A merchant cash advance (MCA) is an alternative to a business loan. A lender provides a lump sum of money in exchange for a percentage of your future sales. You repay the advance plus a fee over time, typically through daily or weekly withdrawals from your merchant account. While MCAs can seem like a quick and easy way to access funds, they often have significant drawbacks that can negatively impact your business long-term.
Why are merchant cash advances risky?
While MCAs can be a convenient solution, they can also be quite costly. Here's why:
- High fees: While MCAs can be a convenient solution, they often come with significant costs. Unregulated, MCAs frequently involve high fees that can dramatically increase the overall cost of the loan. Annual Percentage Rates (APRs) can range from 60% to 200%.
- Rapid repayment: Repayment schedules are often daily or weekly, making it difficult to manage cash flow. This aggressive repayment can strain your business's financial health.
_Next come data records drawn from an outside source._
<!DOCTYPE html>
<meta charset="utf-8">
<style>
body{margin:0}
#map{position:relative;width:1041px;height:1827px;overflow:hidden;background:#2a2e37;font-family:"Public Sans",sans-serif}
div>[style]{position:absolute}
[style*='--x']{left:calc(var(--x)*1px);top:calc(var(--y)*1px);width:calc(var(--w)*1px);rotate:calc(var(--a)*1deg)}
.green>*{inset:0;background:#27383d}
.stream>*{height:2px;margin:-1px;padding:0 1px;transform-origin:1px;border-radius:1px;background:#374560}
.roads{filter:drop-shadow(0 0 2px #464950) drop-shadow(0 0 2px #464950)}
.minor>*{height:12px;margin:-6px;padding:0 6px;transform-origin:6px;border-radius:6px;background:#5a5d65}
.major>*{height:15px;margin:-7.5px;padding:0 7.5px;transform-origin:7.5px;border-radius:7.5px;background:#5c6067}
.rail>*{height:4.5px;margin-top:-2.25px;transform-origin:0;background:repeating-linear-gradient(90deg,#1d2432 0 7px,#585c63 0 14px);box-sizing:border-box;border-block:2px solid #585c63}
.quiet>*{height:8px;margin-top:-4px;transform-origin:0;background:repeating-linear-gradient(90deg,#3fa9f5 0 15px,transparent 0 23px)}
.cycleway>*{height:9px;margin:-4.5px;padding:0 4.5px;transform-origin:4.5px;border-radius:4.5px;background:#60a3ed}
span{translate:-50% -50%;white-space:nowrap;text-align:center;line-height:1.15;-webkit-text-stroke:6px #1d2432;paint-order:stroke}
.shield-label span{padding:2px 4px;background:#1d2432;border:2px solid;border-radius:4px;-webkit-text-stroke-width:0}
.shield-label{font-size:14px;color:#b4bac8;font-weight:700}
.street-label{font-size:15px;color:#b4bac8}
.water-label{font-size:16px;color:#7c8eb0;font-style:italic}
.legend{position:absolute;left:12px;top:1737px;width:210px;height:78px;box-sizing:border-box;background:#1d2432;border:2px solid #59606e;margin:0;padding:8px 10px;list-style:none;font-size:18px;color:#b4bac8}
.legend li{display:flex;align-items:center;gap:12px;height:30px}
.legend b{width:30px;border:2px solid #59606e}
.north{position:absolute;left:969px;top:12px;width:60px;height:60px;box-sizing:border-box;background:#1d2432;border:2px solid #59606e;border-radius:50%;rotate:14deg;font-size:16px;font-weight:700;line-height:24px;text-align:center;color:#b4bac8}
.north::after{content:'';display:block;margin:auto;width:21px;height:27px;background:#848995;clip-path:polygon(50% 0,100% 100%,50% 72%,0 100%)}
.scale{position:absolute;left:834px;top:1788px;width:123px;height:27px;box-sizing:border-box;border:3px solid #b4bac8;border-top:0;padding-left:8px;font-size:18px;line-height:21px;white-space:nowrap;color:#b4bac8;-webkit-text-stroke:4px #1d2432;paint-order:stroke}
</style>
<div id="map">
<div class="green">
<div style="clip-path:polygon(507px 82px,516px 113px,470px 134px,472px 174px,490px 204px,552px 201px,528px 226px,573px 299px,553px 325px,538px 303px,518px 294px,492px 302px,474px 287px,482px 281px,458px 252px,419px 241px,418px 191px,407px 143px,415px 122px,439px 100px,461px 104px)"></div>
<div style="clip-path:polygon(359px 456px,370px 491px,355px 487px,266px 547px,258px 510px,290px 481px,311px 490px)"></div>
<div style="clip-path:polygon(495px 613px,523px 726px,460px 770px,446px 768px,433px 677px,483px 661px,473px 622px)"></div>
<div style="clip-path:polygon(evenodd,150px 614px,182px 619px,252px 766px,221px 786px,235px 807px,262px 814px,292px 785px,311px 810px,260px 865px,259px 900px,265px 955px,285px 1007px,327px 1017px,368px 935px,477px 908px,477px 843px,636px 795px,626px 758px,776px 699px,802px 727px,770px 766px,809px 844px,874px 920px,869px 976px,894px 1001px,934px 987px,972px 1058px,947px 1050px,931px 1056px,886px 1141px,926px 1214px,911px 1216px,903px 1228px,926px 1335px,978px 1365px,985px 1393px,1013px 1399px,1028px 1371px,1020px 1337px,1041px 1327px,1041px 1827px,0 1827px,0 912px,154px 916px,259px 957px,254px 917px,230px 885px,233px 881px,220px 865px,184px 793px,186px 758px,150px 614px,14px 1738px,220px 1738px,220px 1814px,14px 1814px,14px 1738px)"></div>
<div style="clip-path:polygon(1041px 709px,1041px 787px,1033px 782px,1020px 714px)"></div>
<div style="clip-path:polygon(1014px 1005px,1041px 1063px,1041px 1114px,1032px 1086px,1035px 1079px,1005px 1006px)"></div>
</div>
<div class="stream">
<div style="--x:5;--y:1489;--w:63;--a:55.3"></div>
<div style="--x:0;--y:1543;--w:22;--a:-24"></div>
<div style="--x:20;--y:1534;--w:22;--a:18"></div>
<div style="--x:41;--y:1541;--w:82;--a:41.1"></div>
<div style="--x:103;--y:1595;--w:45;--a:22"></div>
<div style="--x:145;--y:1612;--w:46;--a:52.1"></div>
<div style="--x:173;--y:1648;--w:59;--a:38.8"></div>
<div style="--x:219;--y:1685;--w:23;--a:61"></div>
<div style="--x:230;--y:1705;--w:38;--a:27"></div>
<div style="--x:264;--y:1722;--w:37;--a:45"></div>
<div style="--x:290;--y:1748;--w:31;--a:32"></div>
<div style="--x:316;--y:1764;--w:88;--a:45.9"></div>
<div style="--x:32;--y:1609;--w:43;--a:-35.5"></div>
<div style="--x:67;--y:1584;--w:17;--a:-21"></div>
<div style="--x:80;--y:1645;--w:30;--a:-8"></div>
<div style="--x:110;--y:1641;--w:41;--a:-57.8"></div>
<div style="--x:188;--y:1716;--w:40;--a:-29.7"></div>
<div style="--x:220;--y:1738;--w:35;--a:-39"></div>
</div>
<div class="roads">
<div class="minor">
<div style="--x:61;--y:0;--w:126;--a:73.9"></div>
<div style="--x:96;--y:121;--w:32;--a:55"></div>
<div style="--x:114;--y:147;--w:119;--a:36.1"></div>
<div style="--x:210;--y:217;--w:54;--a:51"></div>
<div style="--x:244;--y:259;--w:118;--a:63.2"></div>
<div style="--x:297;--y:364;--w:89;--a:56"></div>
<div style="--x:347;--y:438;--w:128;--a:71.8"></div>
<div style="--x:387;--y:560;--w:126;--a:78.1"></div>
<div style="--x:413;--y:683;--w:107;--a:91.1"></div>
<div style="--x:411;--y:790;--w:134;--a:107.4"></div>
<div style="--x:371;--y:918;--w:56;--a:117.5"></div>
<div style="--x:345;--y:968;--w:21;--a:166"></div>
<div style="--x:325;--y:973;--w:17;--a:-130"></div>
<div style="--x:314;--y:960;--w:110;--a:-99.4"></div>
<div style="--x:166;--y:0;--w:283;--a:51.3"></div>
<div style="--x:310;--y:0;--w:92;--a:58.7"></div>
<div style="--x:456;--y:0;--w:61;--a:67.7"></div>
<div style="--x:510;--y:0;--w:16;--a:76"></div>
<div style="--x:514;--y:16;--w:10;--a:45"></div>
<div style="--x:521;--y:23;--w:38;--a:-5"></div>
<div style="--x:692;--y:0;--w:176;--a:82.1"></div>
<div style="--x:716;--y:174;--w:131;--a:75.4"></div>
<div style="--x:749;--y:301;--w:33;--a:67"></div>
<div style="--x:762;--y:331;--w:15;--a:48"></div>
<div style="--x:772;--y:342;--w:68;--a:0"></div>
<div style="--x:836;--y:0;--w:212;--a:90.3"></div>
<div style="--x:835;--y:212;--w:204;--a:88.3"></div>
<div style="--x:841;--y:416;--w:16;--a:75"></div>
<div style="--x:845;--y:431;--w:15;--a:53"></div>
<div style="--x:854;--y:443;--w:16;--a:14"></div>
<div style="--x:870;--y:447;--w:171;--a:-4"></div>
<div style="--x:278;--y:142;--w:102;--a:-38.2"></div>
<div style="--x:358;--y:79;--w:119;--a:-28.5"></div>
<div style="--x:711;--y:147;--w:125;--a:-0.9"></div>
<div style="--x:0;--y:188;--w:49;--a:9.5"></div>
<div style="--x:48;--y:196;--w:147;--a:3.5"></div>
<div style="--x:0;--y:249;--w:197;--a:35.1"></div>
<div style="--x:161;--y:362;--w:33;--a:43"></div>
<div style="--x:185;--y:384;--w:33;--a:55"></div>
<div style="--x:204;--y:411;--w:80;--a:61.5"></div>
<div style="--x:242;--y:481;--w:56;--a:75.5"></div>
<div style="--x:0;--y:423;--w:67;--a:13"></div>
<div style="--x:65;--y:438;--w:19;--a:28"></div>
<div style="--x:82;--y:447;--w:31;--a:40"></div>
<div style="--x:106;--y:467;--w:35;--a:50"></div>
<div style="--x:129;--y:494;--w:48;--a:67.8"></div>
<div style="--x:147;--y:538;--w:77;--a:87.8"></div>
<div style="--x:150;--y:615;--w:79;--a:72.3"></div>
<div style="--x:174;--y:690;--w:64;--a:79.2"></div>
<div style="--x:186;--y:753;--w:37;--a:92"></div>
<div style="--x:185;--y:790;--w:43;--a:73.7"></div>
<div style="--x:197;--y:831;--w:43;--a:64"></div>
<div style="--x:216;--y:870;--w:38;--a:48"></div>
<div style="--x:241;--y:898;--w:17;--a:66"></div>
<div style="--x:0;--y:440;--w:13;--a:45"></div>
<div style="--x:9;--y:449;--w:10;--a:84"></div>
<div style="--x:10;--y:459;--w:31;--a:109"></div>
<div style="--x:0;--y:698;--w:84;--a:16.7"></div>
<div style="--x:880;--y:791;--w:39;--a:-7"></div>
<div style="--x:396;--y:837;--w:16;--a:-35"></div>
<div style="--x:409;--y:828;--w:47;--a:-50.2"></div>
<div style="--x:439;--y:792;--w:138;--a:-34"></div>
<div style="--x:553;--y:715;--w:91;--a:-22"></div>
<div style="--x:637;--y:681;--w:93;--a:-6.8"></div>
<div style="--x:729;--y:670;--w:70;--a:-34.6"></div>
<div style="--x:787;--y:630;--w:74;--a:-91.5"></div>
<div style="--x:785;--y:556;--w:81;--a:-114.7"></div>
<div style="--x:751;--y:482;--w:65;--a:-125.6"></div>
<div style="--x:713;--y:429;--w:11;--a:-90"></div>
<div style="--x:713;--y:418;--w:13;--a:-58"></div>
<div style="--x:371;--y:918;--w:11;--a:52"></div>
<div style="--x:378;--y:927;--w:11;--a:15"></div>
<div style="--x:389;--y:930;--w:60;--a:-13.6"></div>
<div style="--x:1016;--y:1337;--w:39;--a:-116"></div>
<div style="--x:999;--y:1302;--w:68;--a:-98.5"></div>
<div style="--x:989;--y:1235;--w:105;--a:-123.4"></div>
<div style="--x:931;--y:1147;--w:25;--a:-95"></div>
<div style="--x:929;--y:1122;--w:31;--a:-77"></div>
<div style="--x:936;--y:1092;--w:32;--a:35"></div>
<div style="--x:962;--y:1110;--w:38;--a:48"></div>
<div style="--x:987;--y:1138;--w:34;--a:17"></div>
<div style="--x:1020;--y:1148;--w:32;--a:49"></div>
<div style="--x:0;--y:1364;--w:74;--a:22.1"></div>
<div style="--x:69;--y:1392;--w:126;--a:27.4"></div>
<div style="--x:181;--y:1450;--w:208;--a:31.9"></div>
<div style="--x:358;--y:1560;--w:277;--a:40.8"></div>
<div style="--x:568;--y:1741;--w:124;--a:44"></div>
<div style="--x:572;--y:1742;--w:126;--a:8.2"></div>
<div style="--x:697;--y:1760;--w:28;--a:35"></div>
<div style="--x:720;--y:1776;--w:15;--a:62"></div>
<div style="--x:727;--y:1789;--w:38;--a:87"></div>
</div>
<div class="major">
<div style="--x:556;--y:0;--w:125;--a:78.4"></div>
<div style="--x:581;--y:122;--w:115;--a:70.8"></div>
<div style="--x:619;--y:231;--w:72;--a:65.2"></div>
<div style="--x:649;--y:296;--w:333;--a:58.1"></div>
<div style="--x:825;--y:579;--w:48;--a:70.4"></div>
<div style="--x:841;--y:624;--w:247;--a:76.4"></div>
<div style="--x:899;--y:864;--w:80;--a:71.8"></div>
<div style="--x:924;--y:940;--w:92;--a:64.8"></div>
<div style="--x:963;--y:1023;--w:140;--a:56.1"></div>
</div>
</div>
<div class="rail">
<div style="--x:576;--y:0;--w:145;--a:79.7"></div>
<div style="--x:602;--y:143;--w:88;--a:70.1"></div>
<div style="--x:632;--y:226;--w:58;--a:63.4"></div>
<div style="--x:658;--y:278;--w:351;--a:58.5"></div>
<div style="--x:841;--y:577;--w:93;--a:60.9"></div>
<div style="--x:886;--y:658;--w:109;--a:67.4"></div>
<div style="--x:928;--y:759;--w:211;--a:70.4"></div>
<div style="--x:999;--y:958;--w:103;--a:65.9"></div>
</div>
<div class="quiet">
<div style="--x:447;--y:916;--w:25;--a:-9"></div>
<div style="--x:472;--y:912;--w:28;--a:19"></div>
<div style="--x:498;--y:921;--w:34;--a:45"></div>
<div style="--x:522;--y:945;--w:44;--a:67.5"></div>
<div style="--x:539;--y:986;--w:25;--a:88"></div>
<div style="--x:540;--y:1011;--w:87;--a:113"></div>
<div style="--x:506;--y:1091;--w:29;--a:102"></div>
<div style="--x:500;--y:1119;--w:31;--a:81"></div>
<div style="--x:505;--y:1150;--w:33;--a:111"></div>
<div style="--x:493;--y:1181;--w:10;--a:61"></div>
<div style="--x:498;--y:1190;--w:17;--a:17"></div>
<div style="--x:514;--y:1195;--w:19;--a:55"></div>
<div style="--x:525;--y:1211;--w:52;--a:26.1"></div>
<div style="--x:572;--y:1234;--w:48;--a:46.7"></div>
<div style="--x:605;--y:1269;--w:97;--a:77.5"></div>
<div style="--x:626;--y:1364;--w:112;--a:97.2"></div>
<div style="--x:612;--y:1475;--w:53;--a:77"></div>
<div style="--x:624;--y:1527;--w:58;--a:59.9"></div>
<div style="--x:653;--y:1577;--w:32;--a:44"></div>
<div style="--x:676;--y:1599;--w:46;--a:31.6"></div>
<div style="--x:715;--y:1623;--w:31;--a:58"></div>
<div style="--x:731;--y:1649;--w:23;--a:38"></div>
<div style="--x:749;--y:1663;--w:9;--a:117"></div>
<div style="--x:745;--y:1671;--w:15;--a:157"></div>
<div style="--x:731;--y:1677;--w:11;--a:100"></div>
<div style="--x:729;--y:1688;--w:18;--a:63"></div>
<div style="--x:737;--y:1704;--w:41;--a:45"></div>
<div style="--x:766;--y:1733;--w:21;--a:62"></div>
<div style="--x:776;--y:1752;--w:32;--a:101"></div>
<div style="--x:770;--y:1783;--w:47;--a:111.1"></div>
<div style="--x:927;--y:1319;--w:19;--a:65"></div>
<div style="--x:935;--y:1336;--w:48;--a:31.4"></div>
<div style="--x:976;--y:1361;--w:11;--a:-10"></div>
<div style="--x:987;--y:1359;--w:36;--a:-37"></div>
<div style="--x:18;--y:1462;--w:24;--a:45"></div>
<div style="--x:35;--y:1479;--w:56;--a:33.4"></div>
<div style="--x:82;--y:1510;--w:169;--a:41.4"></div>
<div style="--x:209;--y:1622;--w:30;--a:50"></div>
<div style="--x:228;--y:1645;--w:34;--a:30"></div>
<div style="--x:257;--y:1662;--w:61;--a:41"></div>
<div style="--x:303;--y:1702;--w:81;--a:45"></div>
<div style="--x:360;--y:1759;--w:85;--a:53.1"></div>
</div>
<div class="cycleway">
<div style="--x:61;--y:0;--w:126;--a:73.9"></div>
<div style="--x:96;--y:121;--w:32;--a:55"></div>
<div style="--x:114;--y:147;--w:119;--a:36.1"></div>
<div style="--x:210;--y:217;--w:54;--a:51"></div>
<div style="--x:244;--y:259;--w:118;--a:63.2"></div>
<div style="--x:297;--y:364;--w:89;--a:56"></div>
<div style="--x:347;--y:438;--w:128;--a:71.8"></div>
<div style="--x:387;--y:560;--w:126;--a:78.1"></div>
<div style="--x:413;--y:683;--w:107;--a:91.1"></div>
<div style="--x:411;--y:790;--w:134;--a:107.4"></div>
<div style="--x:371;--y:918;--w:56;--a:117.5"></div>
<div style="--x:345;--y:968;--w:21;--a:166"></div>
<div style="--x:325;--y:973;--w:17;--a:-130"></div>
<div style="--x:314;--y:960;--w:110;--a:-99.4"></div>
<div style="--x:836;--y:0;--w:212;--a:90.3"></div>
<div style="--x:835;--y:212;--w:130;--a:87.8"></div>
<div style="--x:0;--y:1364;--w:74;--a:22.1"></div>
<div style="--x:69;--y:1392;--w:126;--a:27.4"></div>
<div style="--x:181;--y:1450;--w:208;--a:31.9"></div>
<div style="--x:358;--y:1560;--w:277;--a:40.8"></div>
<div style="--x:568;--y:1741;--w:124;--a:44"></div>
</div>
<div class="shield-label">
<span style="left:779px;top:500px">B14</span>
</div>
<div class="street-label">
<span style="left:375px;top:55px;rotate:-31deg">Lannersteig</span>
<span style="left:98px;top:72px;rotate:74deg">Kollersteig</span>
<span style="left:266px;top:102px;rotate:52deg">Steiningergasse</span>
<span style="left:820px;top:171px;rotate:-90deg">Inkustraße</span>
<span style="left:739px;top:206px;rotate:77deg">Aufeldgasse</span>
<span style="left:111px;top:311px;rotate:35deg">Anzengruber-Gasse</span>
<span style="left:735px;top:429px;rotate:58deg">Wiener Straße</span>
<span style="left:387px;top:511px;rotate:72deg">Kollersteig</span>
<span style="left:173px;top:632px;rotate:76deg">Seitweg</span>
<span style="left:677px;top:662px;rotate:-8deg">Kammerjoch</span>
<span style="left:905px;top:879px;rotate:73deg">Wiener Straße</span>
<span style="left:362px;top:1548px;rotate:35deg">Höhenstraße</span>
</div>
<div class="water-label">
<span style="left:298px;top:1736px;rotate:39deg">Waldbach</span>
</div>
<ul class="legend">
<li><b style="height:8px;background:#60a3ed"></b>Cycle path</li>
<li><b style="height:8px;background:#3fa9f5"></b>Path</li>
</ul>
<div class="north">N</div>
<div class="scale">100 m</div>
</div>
Most lenders require full repayment within six to eight months.
- Potential for negative impact on business: If your business experiences a downturn, the intense repayment schedule can become a significant burden, potentially harming your bottom line.
- No credit building: Because MCAs aren't technically business loans, your payments aren't reported to credit bureaus. Thus, you won't build business credit. Despite your efforts to make timely payments, your credit rating won't improve.
- No prepayment option: Because MCA payments are automated and calculated upfront, making extra payments won't shorten the loan term or lower the total cost.
While merchant cash advances can provide quick access to funds, they often come with high fees and interest rates. It's essential to consider alternative financing options, such as bank loans which may offer more favorable repayment terms.
What are some alternatives to merchant cash advances?
- Live Oak Express loans: These term loans are designed to provide small businesses with rapid access to capital. These loans, which range from $10,000 to $500,000, can be used for various purposes, such as: working capital, equipment purchases, debt refinancing, hiring new staff and more.
- SBA 7(a) loans: The SBA 7(a) loan is a popular choice for small businesses due to its flexibility and government backing. It can be used for various purposes, including: business acquisitions, partner buyouts, real estate purchases, refinancing existing debt. With up to 90% financing from the bank, flexible terms and loan amounts up to $5 million, SBA 7(a) is worth considering.